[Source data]
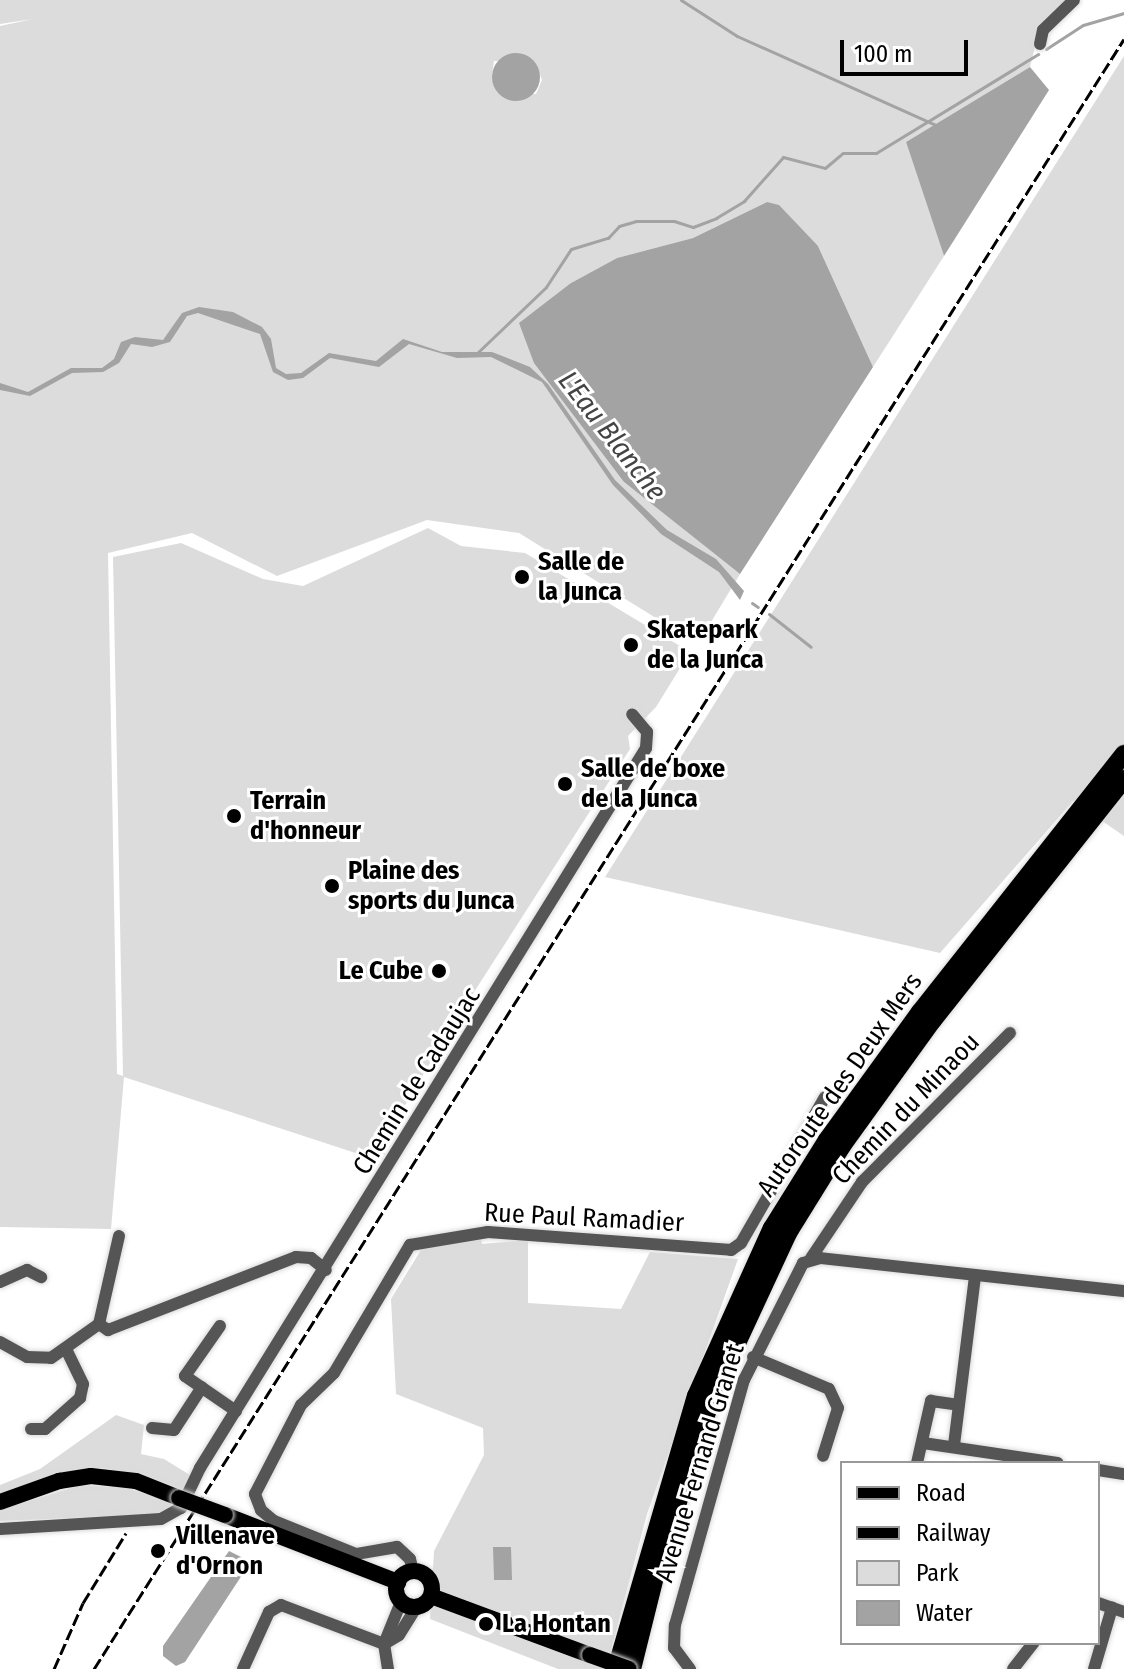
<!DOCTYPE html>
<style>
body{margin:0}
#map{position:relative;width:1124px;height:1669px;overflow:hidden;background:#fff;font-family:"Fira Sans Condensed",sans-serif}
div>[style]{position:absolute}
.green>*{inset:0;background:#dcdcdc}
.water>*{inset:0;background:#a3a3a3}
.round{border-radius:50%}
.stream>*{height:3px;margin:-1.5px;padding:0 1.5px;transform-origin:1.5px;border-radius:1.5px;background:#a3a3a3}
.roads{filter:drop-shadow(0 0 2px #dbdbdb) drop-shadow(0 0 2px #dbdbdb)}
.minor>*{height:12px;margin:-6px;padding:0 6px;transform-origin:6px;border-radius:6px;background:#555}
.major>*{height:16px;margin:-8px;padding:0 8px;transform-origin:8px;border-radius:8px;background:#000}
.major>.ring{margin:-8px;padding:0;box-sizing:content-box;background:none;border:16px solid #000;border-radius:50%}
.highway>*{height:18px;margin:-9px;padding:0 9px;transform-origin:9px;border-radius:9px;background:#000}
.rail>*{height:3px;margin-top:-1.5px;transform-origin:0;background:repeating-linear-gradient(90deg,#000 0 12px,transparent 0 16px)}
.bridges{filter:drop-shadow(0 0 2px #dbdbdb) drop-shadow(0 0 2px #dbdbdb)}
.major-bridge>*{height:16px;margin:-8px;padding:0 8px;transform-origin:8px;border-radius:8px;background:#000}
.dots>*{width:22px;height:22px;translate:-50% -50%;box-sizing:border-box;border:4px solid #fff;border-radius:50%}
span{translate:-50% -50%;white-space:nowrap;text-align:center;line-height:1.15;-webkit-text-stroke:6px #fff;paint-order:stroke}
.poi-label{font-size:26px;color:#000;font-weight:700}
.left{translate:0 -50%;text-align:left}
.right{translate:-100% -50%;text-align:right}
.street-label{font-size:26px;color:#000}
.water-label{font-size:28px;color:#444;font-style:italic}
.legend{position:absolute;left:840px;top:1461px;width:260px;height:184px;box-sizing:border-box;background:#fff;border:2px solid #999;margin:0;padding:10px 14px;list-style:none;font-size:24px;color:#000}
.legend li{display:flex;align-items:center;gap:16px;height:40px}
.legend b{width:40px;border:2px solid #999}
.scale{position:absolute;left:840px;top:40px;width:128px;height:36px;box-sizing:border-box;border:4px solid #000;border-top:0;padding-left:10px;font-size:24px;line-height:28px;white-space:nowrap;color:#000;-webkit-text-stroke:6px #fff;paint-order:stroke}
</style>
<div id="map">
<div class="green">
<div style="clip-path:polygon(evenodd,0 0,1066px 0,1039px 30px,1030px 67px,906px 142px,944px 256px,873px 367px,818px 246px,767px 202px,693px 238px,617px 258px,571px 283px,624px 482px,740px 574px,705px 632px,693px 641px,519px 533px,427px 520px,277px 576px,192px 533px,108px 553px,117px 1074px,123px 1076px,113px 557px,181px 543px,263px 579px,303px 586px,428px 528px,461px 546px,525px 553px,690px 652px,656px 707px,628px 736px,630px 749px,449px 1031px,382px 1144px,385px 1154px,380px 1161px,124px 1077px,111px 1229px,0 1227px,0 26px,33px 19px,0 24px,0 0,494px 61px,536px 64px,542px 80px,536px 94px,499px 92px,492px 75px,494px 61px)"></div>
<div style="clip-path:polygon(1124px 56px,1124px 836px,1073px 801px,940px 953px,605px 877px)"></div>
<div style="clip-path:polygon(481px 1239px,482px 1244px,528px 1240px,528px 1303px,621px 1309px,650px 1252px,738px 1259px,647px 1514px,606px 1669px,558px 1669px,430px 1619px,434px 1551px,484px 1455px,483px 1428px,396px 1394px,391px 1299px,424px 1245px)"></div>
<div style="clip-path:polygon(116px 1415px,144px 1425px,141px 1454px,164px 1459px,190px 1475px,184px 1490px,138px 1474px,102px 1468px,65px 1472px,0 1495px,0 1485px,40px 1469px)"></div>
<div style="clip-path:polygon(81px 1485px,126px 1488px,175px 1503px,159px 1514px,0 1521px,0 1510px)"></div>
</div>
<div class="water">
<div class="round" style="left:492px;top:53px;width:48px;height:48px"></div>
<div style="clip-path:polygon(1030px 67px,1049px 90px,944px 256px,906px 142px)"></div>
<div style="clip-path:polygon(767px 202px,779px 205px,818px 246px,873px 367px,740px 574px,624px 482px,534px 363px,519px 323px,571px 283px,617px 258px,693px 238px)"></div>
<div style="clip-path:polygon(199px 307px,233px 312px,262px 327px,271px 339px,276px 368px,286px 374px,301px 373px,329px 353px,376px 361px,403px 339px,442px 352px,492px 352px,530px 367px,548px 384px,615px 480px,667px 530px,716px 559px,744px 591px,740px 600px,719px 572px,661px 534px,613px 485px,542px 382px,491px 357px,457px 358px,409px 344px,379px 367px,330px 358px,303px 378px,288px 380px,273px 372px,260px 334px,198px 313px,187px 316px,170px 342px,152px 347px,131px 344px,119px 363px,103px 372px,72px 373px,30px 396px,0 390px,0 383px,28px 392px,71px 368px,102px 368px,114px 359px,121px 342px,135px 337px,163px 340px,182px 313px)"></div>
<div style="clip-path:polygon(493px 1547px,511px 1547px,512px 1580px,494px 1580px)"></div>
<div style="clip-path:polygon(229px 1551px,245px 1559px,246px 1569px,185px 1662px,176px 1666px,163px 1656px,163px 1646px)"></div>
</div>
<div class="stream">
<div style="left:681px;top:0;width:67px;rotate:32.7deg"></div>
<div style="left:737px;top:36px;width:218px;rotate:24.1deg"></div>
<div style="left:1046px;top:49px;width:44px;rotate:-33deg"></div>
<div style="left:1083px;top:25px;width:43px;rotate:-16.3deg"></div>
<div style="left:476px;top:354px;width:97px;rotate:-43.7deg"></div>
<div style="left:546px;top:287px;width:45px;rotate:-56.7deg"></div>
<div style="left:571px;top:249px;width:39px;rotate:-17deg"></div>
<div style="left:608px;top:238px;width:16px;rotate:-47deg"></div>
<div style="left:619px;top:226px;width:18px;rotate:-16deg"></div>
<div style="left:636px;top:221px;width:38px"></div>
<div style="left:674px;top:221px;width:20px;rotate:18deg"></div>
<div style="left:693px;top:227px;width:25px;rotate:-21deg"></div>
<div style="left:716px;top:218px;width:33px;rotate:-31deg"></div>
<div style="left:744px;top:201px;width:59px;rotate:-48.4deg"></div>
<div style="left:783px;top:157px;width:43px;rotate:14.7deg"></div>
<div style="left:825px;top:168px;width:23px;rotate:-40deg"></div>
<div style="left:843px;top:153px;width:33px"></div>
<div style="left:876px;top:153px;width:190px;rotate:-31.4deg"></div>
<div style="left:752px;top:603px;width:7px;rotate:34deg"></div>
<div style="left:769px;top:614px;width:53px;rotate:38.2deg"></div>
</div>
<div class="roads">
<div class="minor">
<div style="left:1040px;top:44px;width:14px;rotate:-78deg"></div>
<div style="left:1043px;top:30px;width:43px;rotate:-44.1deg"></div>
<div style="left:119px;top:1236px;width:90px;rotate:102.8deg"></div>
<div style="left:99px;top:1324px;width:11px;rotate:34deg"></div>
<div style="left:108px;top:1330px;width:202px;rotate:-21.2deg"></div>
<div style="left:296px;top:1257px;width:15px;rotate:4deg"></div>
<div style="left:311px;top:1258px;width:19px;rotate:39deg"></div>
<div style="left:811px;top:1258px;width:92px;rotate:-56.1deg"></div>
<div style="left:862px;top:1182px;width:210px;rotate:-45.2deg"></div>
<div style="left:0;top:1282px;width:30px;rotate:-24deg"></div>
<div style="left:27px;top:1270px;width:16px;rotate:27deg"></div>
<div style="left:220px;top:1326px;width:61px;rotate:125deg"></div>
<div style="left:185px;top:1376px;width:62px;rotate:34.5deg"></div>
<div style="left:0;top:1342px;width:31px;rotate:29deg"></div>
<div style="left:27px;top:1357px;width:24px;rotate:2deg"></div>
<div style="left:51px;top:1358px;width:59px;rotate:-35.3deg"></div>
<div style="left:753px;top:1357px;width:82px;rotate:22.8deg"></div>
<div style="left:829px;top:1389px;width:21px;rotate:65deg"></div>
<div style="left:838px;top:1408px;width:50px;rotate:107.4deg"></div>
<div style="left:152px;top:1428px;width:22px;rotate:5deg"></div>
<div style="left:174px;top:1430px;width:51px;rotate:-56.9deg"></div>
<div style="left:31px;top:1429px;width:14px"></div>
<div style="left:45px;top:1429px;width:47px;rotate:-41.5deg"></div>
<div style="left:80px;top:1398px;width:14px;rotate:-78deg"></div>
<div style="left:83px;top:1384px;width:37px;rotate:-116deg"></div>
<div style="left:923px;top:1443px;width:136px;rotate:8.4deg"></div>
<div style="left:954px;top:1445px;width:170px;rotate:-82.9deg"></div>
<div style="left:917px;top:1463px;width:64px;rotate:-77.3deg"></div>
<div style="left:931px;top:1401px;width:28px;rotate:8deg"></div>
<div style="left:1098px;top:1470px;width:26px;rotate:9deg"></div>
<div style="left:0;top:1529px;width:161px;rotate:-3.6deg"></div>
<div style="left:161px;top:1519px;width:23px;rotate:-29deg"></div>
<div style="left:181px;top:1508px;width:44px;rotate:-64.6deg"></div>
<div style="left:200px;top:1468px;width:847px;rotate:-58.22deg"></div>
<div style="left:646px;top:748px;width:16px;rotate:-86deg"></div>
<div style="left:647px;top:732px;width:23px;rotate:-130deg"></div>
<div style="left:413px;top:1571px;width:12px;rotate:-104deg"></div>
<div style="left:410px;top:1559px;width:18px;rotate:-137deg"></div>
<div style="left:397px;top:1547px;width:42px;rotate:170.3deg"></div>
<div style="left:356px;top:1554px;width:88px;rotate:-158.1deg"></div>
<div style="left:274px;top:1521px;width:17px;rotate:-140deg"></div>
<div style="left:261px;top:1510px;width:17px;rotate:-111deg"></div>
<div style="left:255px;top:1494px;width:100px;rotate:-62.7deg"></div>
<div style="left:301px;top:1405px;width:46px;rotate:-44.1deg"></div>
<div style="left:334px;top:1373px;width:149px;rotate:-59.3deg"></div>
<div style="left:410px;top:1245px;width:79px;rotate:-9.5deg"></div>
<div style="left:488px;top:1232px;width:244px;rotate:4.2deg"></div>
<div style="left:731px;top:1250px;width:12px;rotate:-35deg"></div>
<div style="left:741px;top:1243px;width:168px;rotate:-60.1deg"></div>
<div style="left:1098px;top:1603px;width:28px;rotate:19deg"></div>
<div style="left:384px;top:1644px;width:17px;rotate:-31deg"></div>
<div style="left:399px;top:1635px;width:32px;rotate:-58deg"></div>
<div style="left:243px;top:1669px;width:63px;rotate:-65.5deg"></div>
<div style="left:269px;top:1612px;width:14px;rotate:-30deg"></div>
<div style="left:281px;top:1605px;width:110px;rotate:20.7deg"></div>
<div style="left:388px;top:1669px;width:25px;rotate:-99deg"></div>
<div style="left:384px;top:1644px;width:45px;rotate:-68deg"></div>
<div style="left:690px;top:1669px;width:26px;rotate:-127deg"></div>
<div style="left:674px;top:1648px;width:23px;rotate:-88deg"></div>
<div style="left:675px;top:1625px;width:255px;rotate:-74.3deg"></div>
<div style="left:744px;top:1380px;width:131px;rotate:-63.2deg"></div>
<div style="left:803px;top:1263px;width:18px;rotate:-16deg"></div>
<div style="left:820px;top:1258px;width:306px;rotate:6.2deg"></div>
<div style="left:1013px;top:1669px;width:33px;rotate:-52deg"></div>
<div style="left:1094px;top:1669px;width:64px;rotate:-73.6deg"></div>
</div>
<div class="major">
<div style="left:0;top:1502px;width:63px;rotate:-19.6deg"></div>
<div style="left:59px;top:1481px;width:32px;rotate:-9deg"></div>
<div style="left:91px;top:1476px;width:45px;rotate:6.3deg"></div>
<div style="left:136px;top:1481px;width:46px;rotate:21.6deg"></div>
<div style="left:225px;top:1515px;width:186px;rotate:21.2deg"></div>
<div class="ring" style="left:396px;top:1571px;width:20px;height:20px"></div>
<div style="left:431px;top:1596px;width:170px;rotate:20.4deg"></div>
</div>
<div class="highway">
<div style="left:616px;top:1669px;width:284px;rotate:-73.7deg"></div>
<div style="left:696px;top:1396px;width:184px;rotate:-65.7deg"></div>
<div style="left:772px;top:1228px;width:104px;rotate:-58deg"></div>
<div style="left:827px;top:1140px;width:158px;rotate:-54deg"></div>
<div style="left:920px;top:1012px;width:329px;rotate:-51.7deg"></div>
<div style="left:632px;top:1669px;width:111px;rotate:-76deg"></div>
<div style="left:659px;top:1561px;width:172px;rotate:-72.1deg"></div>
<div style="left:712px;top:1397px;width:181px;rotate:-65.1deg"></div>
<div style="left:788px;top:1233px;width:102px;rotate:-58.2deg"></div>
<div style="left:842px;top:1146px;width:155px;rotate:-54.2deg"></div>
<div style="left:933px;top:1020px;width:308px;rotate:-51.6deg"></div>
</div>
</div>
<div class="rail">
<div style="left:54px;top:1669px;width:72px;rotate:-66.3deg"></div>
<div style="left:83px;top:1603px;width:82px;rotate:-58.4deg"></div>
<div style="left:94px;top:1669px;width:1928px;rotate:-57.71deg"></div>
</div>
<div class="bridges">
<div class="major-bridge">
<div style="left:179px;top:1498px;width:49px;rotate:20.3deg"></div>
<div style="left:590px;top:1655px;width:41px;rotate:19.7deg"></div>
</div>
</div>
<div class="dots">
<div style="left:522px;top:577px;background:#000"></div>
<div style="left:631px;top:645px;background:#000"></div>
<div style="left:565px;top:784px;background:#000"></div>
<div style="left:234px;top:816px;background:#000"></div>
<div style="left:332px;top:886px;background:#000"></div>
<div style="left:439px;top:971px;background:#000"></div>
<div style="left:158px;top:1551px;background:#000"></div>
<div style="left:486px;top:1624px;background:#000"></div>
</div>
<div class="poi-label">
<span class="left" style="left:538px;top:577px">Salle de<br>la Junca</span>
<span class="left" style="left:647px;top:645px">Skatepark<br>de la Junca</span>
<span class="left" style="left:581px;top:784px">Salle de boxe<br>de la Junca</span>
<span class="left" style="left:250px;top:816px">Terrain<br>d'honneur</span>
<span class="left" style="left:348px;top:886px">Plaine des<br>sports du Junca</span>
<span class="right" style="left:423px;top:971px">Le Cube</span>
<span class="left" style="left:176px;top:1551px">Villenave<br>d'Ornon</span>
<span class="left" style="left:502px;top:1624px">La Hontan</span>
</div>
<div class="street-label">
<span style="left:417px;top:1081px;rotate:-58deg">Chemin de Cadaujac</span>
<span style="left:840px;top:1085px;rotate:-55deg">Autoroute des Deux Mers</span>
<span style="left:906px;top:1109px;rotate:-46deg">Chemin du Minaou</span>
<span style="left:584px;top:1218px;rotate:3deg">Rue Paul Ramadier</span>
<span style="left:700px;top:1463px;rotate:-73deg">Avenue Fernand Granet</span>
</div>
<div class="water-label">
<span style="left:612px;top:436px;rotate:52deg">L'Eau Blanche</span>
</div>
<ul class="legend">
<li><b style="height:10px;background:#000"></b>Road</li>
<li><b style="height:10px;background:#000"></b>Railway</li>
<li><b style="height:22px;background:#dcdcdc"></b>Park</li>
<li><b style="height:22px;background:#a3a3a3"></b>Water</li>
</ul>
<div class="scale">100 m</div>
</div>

[THE PROBLEM] Only the lines with the string "stream" are wanted; pick them out of the records above and copy them.

[EXERCISE ANSWER]
.stream>*{height:3px;margin:-1.5px;padding:0 1.5px;transform-origin:1.5px;border-radius:1.5px;background:#a3a3a3}
<div class="stream">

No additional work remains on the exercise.